### Task item
Take each line of the records below that contains the string "above" and copy it.
_ _ _
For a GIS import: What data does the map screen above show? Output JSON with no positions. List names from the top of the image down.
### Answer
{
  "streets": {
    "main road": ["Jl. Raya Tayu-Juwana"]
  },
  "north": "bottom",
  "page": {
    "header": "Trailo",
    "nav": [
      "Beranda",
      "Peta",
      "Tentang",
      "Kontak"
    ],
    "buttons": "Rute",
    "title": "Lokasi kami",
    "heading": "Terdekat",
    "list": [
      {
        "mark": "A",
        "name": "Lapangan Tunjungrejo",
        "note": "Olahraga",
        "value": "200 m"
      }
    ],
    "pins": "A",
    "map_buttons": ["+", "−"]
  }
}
_ _ _
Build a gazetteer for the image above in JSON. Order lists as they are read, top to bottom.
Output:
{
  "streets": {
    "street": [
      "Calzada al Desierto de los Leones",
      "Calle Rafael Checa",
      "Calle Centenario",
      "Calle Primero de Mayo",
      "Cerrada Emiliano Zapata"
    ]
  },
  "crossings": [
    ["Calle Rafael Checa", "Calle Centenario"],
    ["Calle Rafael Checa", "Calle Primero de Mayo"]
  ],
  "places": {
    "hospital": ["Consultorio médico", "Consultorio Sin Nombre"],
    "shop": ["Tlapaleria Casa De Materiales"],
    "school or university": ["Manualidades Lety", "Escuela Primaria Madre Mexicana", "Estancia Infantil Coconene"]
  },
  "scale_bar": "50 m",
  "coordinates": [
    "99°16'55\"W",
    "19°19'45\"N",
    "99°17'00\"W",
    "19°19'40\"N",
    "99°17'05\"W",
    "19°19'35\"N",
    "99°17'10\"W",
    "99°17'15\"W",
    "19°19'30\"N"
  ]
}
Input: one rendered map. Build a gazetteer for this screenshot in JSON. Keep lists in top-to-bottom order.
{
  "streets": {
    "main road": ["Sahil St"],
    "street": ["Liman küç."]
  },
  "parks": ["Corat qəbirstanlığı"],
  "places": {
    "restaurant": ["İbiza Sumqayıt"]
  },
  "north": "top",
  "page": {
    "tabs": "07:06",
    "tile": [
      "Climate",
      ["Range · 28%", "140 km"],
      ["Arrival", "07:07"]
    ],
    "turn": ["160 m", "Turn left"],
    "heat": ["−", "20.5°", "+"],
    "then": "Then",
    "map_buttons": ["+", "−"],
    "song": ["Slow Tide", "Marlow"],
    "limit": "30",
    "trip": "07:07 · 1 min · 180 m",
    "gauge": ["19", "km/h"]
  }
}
_ _ _
### Finished exercise
For a GIS import: What data does the map screen above show? Output JSON with no positions. List names from the top of the image down.
Build a gazetteer for the image above in JSON. Order lists as they are read, top to bottom.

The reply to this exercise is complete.